### [Task to complete]
Excluding all pictures, please output the listing exactly.

### [Stored data]
↓

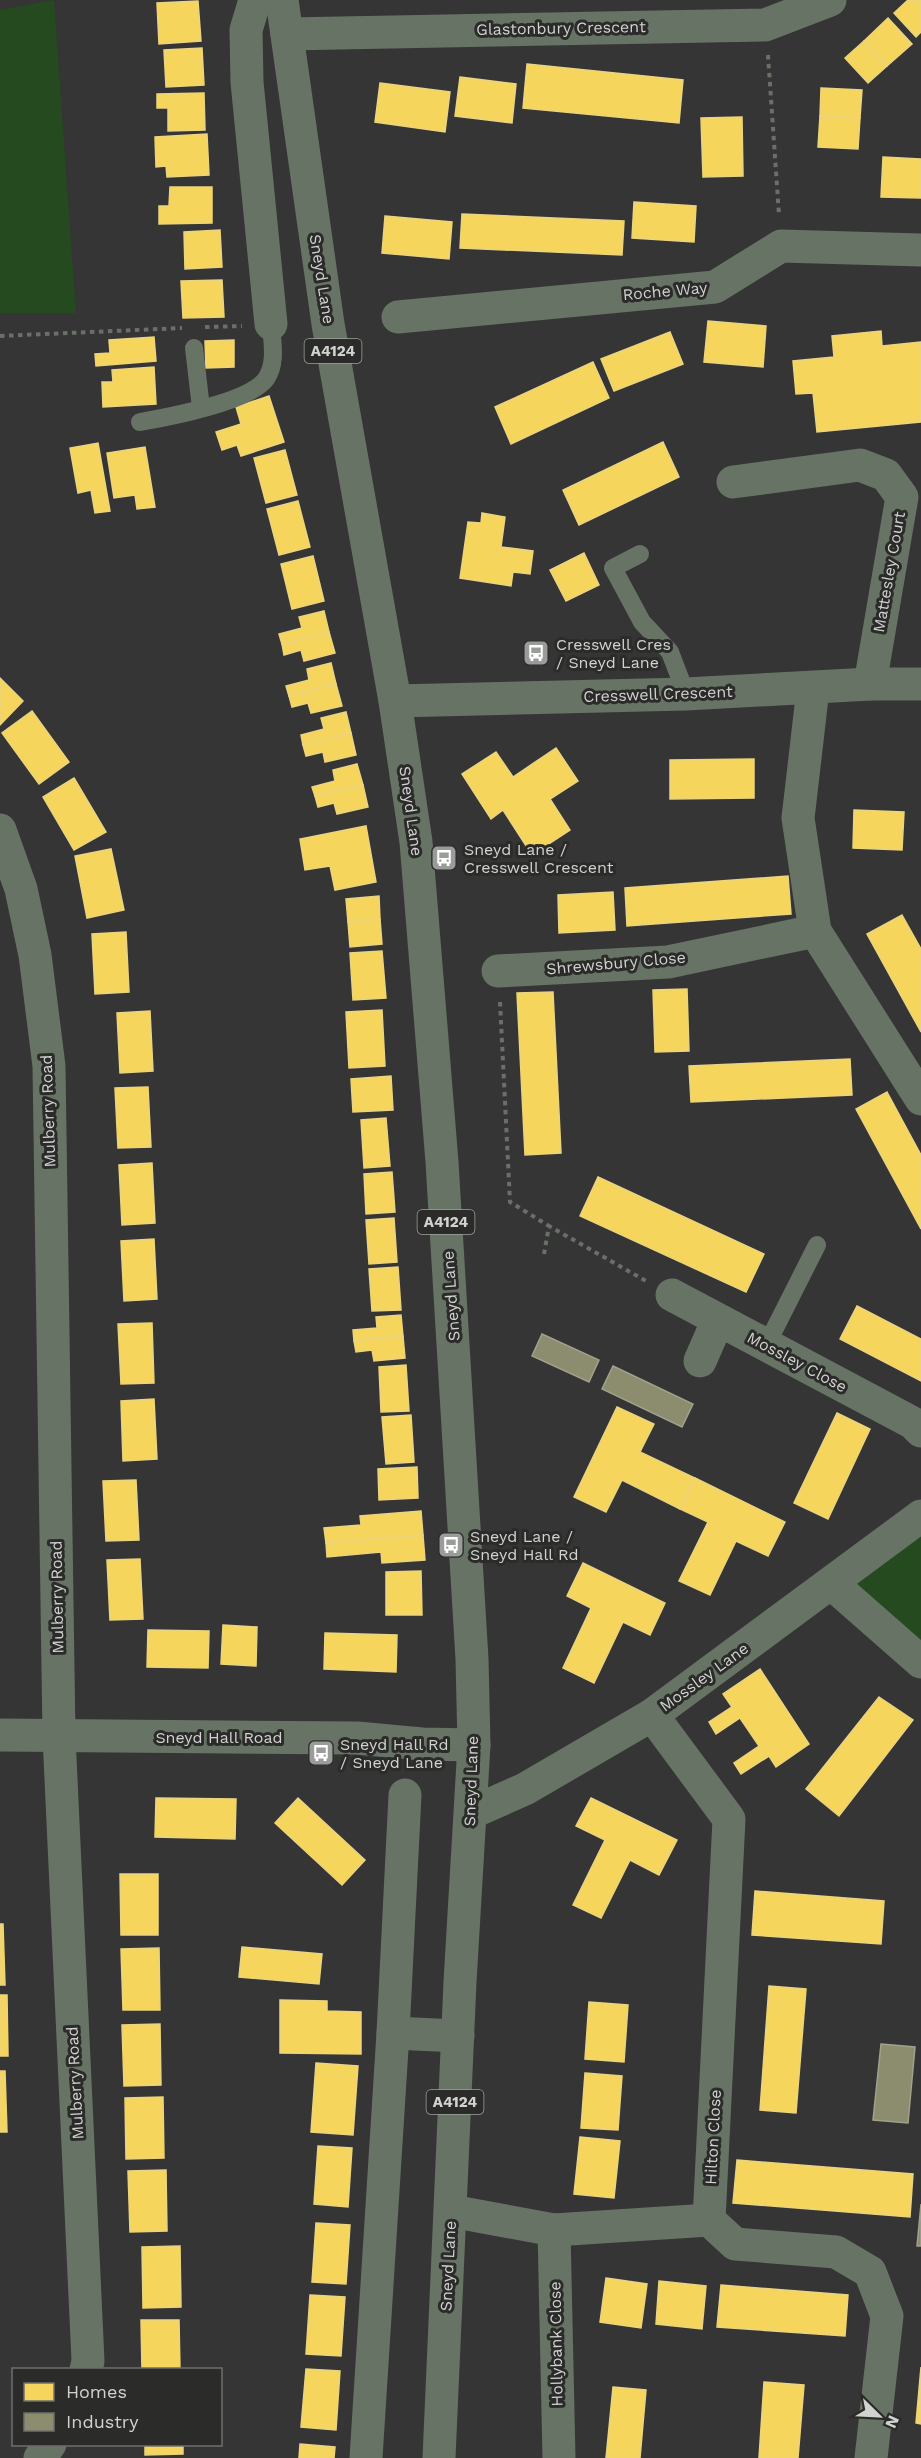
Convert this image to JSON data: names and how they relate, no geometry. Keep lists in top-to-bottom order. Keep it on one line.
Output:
{"streets":{"main road":["Sneyd Lane","A4124"],"street":["Glastonbury Crescent","Roche Way","Mattesley Court","Cresswell Crescent","Shrewsbury Close","Mulberry Road","Mossley Close","Mossley Lane","Sneyd Hall Road","Hilton Close","Hollybank Close"]},"crossings":[["Glastonbury Crescent","Sneyd Lane"],["Sneyd Lane","Cresswell Crescent"],["Sneyd Lane","Mossley Lane"],["Sneyd Lane","Sneyd Hall Road"],["Mattesley Court","Cresswell Crescent"],["Mulberry Road","Sneyd Hall Road"],["Mossley Lane","Hilton Close"]],"places":{"bus stop":["Cresswell Cres / Sneyd Lane","Sneyd Lane / Cresswell Crescent","Sneyd Lane / Sneyd Hall Rd","Sneyd Hall Rd / Sneyd Lane"]},"legend":["Homes","Industry"],"north":"bottom right"}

↑

### [Result]
Convert this image to JSON data: names and how they relate, no geometry. Keep lists in top-to-bottom order. Keep it on one line.
Output:
{"streets":{"main road":["Sneyd Lane","A4124"],"street":["Glastonbury Crescent","Roche Way","Mattesley Court","Cresswell Crescent","Shrewsbury Close","Mulberry Road","Mossley Close","Mossley Lane","Sneyd Hall Road","Hilton Close","Hollybank Close"]},"crossings":[["Glastonbury Crescent","Sneyd Lane"],["Sneyd Lane","Cresswell Crescent"],["Sneyd Lane","Mossley Lane"],["Sneyd Lane","Sneyd Hall Road"],["Mattesley Court","Cresswell Crescent"],["Mulberry Road","Sneyd Hall Road"],["Mossley Lane","Hilton Close"]],"places":{"bus stop":["Cresswell Cres / Sneyd Lane","Sneyd Lane / Cresswell Crescent","Sneyd Lane / Sneyd Hall Rd","Sneyd Hall Rd / Sneyd Lane"]},"legend":["Homes","Industry"],"north":"bottom right"}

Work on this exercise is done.